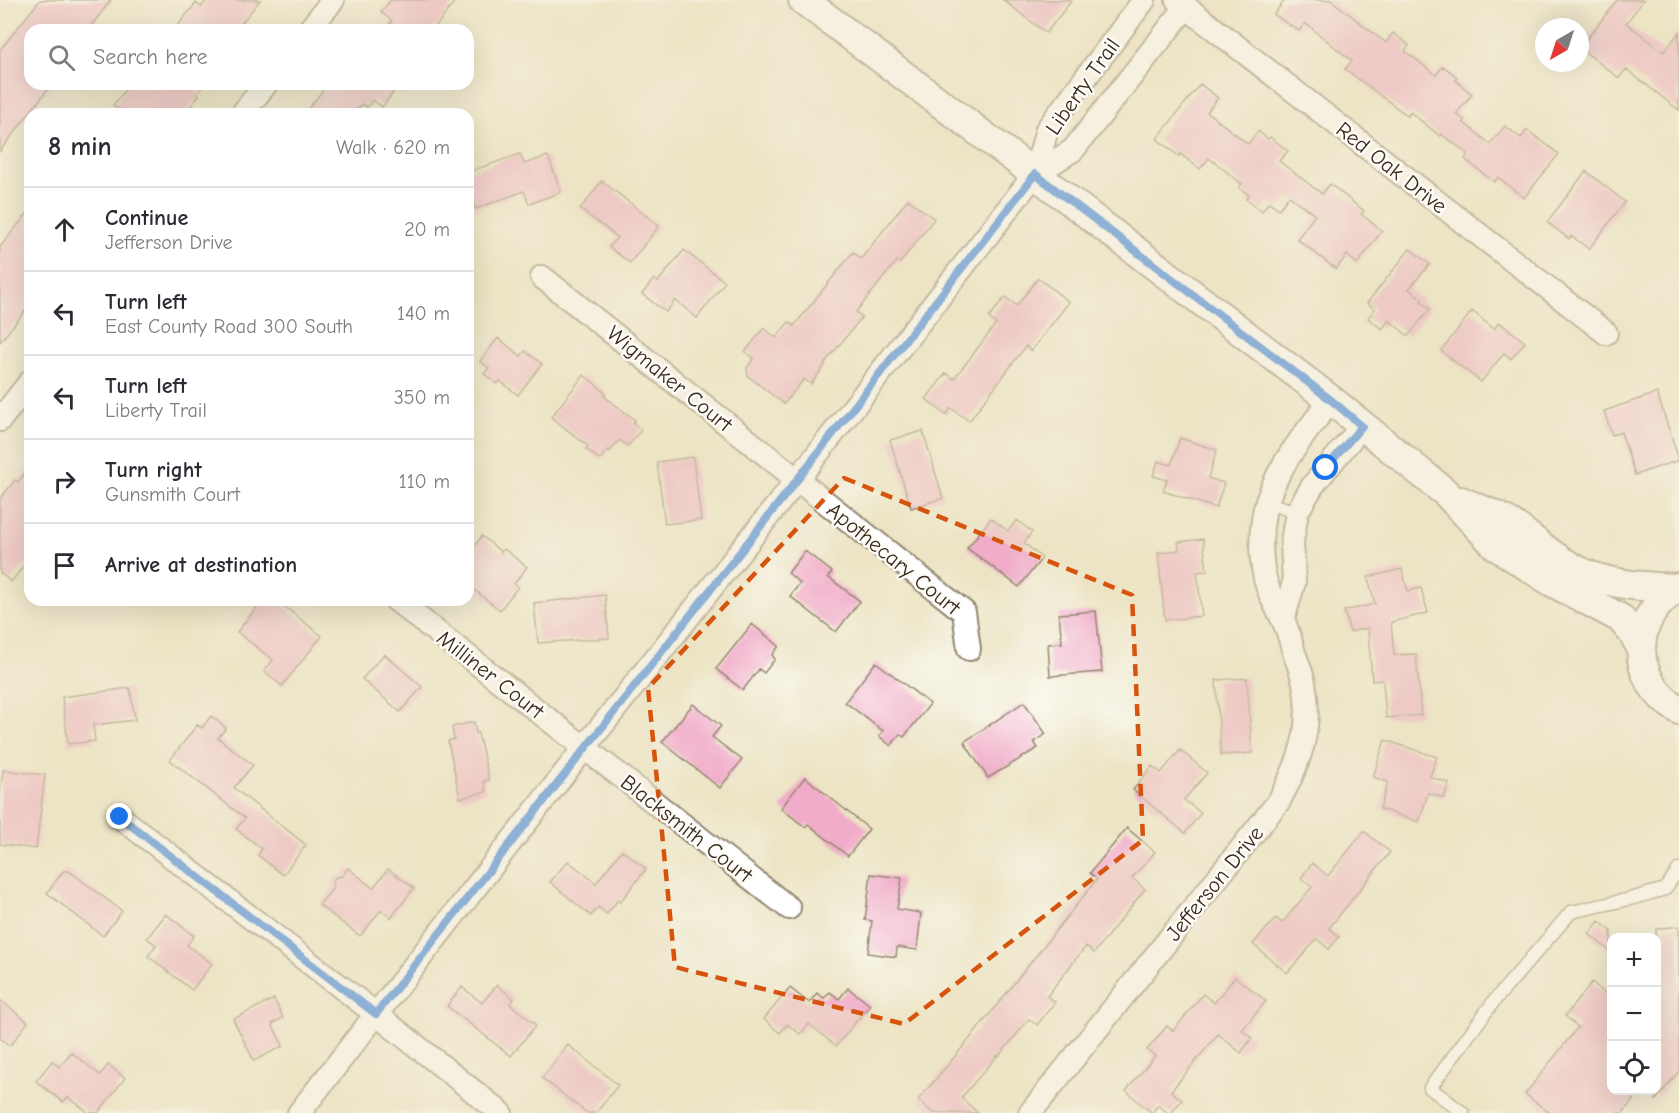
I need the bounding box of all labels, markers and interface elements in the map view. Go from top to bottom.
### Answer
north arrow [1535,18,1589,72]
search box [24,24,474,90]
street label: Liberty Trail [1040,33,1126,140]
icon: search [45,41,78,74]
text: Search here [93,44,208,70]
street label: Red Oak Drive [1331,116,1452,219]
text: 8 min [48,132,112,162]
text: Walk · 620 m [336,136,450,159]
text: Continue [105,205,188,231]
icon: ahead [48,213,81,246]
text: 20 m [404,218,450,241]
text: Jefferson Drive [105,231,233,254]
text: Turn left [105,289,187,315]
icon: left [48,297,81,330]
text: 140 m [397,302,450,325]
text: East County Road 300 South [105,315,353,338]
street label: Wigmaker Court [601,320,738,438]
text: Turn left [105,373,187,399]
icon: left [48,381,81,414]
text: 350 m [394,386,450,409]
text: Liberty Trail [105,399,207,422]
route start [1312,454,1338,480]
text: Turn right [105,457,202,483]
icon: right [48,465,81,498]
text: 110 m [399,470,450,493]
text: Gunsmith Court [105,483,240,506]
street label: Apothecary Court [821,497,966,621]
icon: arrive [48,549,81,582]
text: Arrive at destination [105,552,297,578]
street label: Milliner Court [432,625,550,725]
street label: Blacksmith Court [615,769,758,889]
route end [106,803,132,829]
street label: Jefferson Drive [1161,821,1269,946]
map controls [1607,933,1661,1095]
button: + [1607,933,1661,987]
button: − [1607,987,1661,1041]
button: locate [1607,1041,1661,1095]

********

**ABOUT THIS EXERCISE**
Restate the records above word for word. Skip every picture.

**SOLVED PROBLEM**
I need the bounding box of all labels, markers and interface elements in the map view. Go from top to bottom.
### Answer
north arrow [1535,18,1589,72]
search box [24,24,474,90]
street label: Liberty Trail [1040,33,1126,140]
icon: search [45,41,78,74]
text: Search here [93,44,208,70]
street label: Red Oak Drive [1331,116,1452,219]
text: 8 min [48,132,112,162]
text: Walk · 620 m [336,136,450,159]
text: Continue [105,205,188,231]
icon: ahead [48,213,81,246]
text: 20 m [404,218,450,241]
text: Jefferson Drive [105,231,233,254]
text: Turn left [105,289,187,315]
icon: left [48,297,81,330]
text: 140 m [397,302,450,325]
text: East County Road 300 South [105,315,353,338]
street label: Wigmaker Court [601,320,738,438]
text: Turn left [105,373,187,399]
icon: left [48,381,81,414]
text: 350 m [394,386,450,409]
text: Liberty Trail [105,399,207,422]
route start [1312,454,1338,480]
text: Turn right [105,457,202,483]
icon: right [48,465,81,498]
text: 110 m [399,470,450,493]
text: Gunsmith Court [105,483,240,506]
street label: Apothecary Court [821,497,966,621]
icon: arrive [48,549,81,582]
text: Arrive at destination [105,552,297,578]
street label: Milliner Court [432,625,550,725]
street label: Blacksmith Court [615,769,758,889]
route end [106,803,132,829]
street label: Jefferson Drive [1161,821,1269,946]
map controls [1607,933,1661,1095]
button: + [1607,933,1661,987]
button: − [1607,987,1661,1041]
button: locate [1607,1041,1661,1095]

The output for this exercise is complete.